EBEL, Circuit Judge.

This appeal presents a question of first impression in this court: whether the Social Security Act (SSA), 42 U.S.C. § 406(b)(1), allows the district court to award attorney’s fees to claimant’s counsel *496 when the court remands a Title II Social Security disability case for further proceedings and the Commissioner ultimately determines that the claimant is entitled to an award of past-due benefits. We conclude that § 406(b)(1) does permit an award of counsel fees under these circumstances, and therefore we REVERSE the district court’s denial of fees, see McGraw v. Barnhart, 370 F.Suppüd 1141 (N.D.Okla.2005), and REMAND for further proceedings. *

I. Background and District Court Proceedings

In April 1998, Randy L. McGraw applied for Title II Social Security disability benefits. He and his counsel entered into a contingent-fee agreement in which he agreed to pay counsel twenty-five percent (25%) of any past-due benefits recovered.

Mr. McGraw’s application for benefits was denied at the agency level by both the administrative law judge (ALJ) and the Appeals Council, and he filed a complaint in the district court. Upon the Commissioner’s motion, on May 28, 2002, the magistrate judge, presiding by consent of the parties under 28 U.S.C. § 636(c), remanded the case to the Commissioner for further proceedings under sentence six of 42 U.S.C. § 405(g). 1 The court also administratively closed the case and ordered the Commissioner to file a status report within 120 days. On August 29, the Commissioner duly filed a status report, which informed the court that the agency had determined that the tape of Mr. McGraw’s original benefits hearing was defective and a complete record of the administrative proceedings could not be prepared.

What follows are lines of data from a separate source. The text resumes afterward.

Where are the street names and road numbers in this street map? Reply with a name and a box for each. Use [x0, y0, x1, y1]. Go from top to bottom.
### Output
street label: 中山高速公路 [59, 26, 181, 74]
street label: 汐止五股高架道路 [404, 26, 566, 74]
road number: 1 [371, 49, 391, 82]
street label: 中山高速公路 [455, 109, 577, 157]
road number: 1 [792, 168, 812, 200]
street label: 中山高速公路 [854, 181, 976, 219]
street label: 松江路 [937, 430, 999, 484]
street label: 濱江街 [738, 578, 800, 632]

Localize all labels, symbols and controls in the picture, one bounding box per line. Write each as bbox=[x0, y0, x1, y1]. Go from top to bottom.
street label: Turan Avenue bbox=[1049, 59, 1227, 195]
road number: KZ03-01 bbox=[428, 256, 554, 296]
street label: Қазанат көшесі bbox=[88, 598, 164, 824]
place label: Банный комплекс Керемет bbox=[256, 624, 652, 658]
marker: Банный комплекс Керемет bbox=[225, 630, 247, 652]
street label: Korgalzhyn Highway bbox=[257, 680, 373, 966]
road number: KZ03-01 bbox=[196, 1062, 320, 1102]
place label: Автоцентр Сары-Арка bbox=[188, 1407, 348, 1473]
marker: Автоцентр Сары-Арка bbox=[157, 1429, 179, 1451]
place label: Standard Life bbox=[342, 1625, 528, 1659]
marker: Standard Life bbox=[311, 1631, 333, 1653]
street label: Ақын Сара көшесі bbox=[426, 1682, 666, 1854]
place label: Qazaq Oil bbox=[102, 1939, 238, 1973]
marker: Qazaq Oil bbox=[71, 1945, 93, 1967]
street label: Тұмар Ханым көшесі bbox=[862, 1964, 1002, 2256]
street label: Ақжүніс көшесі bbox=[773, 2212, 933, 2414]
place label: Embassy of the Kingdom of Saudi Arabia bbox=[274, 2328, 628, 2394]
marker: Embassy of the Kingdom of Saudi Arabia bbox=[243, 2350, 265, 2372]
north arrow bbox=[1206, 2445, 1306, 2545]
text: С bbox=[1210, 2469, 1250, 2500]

Thus, the Appeals Council had vacated the Commissioner’s final decision and remanded the case to the ALJ for further proceedings consistent with the district court’s order of remand.

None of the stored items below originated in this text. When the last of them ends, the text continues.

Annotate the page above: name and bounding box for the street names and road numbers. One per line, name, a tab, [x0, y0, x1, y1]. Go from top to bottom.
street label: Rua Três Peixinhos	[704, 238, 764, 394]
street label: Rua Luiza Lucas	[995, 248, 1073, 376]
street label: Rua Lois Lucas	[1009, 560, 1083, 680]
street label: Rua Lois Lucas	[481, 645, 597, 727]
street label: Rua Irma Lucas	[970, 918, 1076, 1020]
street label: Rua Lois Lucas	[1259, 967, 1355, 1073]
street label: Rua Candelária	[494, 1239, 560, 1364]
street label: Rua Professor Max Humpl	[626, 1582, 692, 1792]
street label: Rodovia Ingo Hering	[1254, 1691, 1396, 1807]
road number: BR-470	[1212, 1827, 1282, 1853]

In light of the status report, the district court remanded the case for a de novo hearing under sentence four of 42 U.S.C. § 405(g), and it entered judgment in favor of Mr. McGraw. After the district court’s judgment became final and non-appealable, Mr. McGraw filed a motion for an award of attorney’s fees under the Equal Access to Justice Act, 28 U.S.C. § 2412(d) (EAJA). On December 12, 2002, the court awarded an EAJA fee of $445.40.

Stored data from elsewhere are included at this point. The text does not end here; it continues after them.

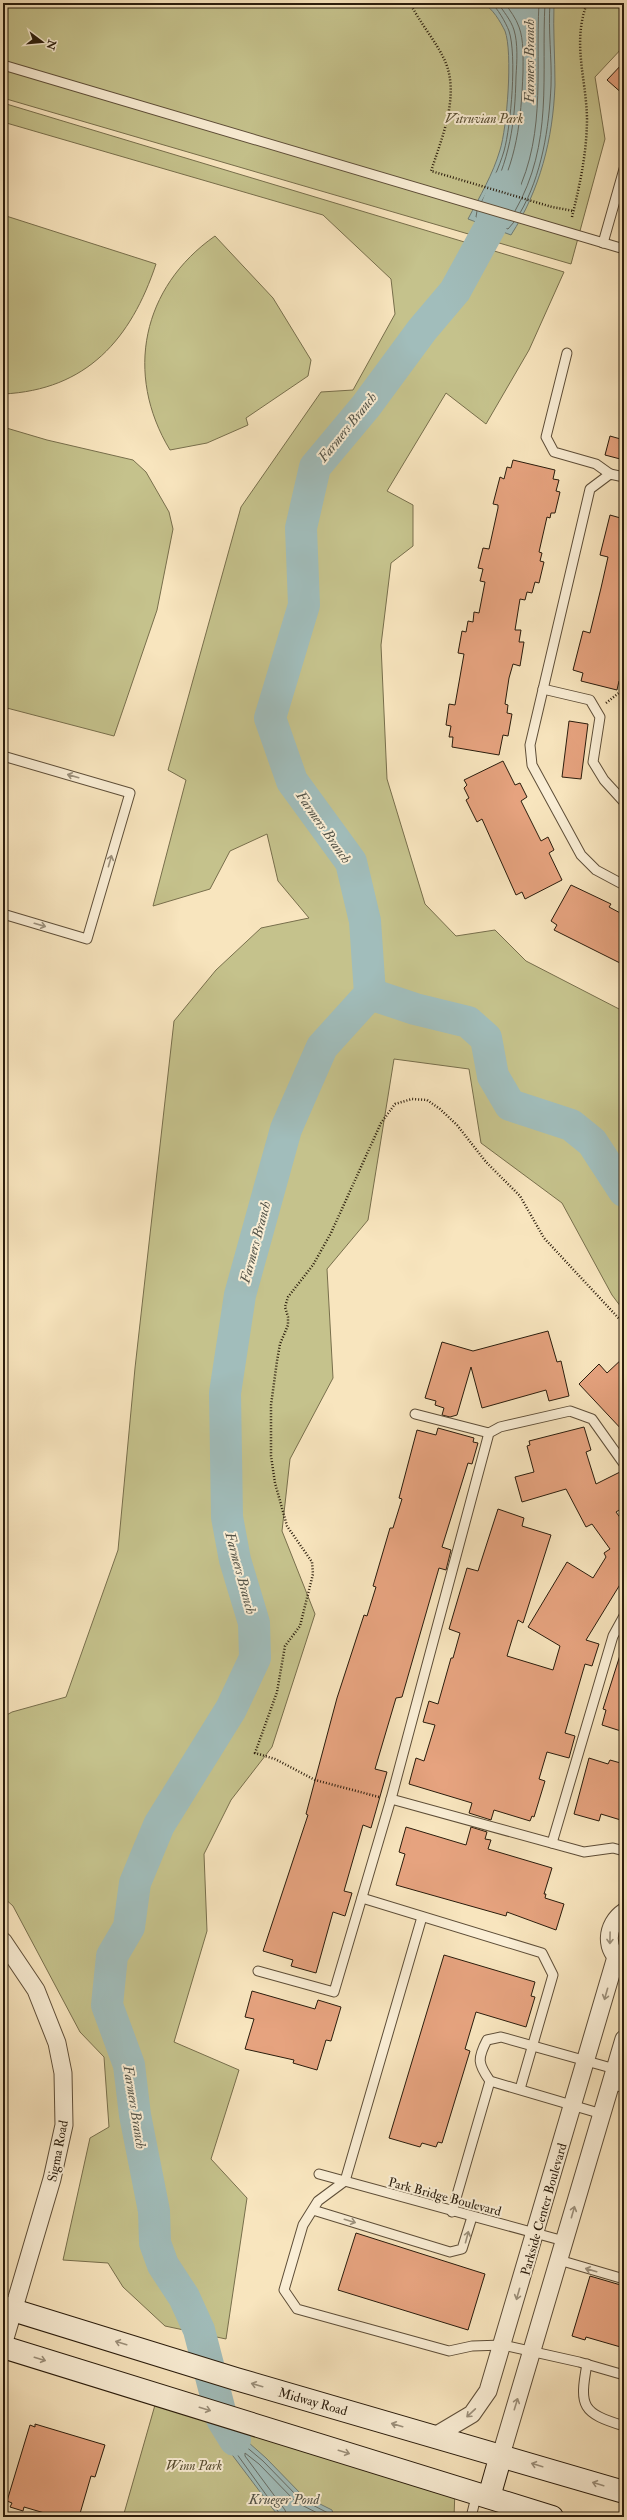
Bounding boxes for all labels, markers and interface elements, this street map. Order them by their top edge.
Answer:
water label: Farmers Branch [521,19,538,104]
north arrow [22,22,62,62]
text: N [43,37,59,52]
park label: Vitruvian Park [445,111,523,127]
water label: Farmers Branch [314,389,380,466]
one-way arrow [66,772,79,779]
water label: Farmers Branch [292,787,355,867]
one-way arrow [107,854,114,867]
one-way arrow [34,922,47,929]
water label: Farmers Branch [236,1199,275,1286]
water label: Farmers Branch [221,1529,260,1616]
one-way arrow [606,1931,614,1944]
one-way arrow [602,1988,609,2001]
water label: Farmers Branch [119,2063,149,2150]
street label: Sigma Road [44,2118,72,2183]
street label: Parkside Center Boulevard [517,2141,571,2277]
street label: Park Bridge Boulevard [386,2174,504,2220]
one-way arrow [570,2206,577,2219]
one-way arrow [343,2218,356,2225]
one-way arrow [464,2231,471,2244]
one-way arrow [585,2266,598,2273]
one-way arrow [514,2287,521,2300]
one-way arrow [115,2338,127,2346]
one-way arrow [34,2356,47,2363]
one-way arrow [251,2381,264,2388]
street label: Midway Road [276,2384,350,2421]
one-way arrow [513,2398,520,2411]
one-way arrow [198,2406,211,2413]
one-way arrow [466,2409,476,2418]
one-way arrow [391,2421,404,2428]
one-way arrow [337,2449,350,2456]
park label: Winn Park [166,2458,222,2474]
one-way arrow [530,2461,543,2468]
one-way arrow [592,2480,605,2487]
water label: Krueger Pond [248,2491,320,2508]

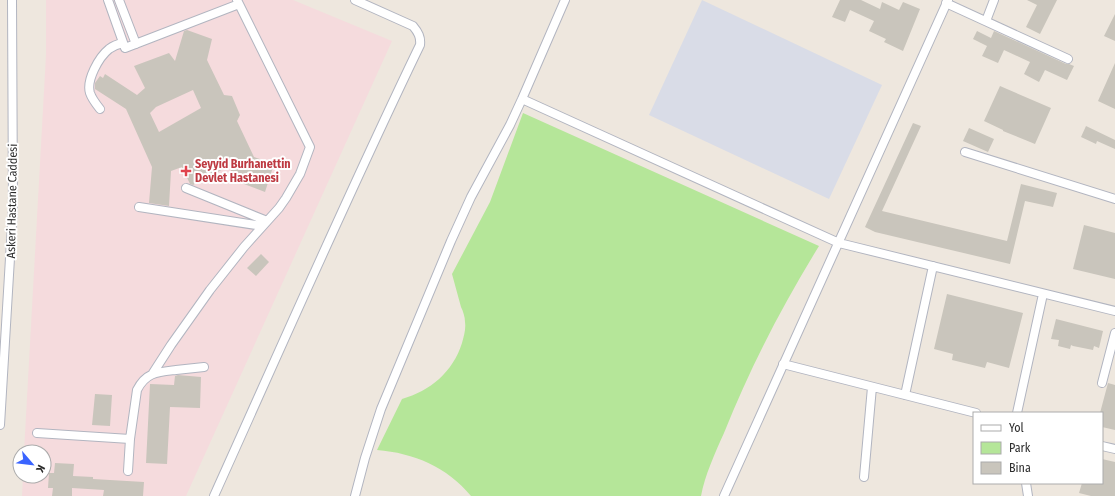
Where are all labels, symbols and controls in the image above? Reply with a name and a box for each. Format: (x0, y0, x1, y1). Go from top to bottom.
street label: Askeri Hastane Caddesi (4, 144, 20, 258)
place label: Seyyid Burhanettin Devlet Hastanesi (195, 157, 291, 185)
marker: Seyyid Burhanettin Devlet Hastanesi (180, 165, 192, 177)
legend (973, 412, 1103, 484)
text: Yol (1009, 421, 1024, 435)
text: Park (1009, 441, 1031, 455)
north arrow (12, 444, 52, 484)
text: Bina (1009, 461, 1031, 475)
text: K (33, 463, 48, 475)

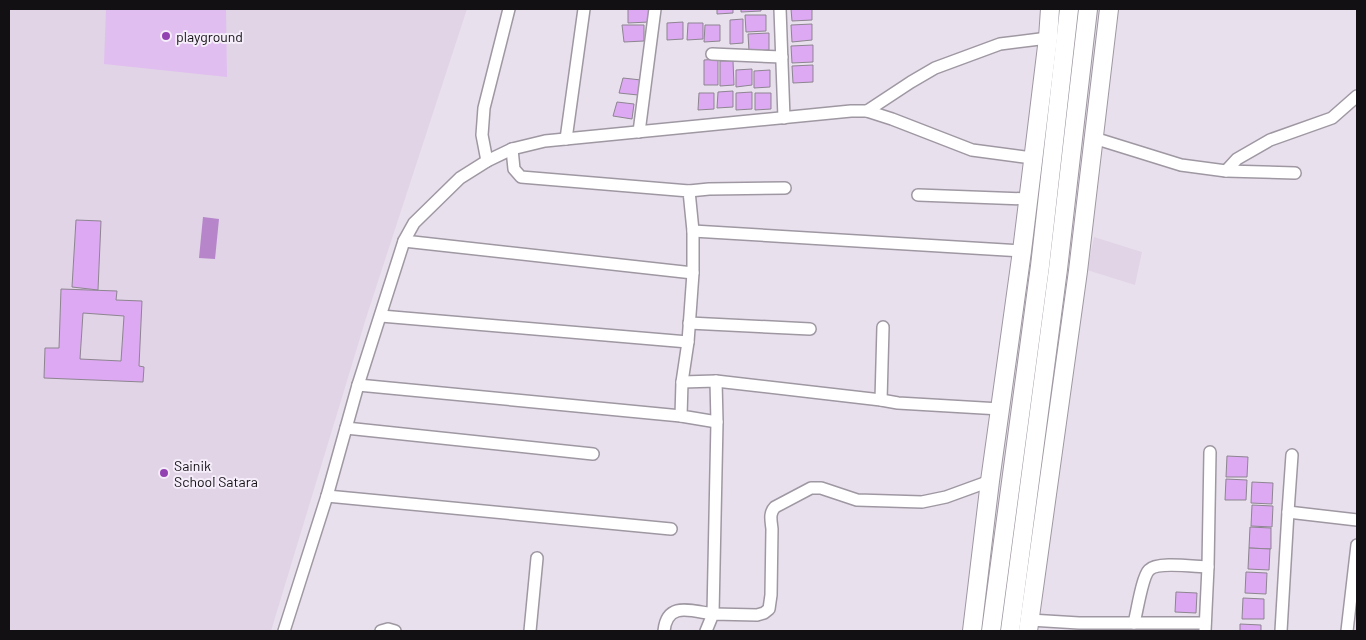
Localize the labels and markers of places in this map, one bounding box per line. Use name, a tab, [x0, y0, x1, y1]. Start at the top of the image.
place label: playground	[176, 28, 243, 45]
marker: playground	[160, 30, 172, 42]
place label: Sainik School Satara	[174, 457, 258, 490]
marker: Sainik School Satara	[158, 467, 170, 479]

On February 19, 2004, counsel filed a motion for a fee award under § 206(b)(1) of the SSA, 42 U.S.C. § 406(b)(1). Referring to the agency’s Notice of Award dated December 16, 2002, he advised the court that Mr. McGraw had received a fully fa *497 vorable ALJ decision on remand, and that the Commissioner had determined that Mr. McGraw was entitled to past-due benefits in the amount of $46,505.00. Counsel calculated that twenty-five percent of the past-due benefits totaled $11,626.25. Deducting from that amount the SSA fee that the Commissioner had awarded for work before the agency ($5,300) and the EAJA fee the court had awarded ($445.40), as well as an additional amount to avoid a windfall to counsel, he requested an additional SSA fee award of $1,847.80 for his work before the court. 2

The district court denied the SSA fee request, holding that § 406(b)(1) did not allow a fee award when “the Commissioner, not the Court, determined that the Plaintiff was entitled to past-due benefits, and the Commissioner’s action, not the Court’s judgment, awarded the benefits.” McGraw, 370 F.Supp.2d at 1143. Mr. McGraw (or, more precisely, his counsel) appealed directly to this court in accordance with 28 U.S.C. § 636(c)(3) and the terms of the parties’ consent to proceed before the magistrate judge.

II. Analysis

The issue presented is a question of statutory interpretation and therefore a question of law. As such, it is reviewed de novo. See Grimsley v. MacKay, 93 F.3d 676, 679 (10th Cir.1996).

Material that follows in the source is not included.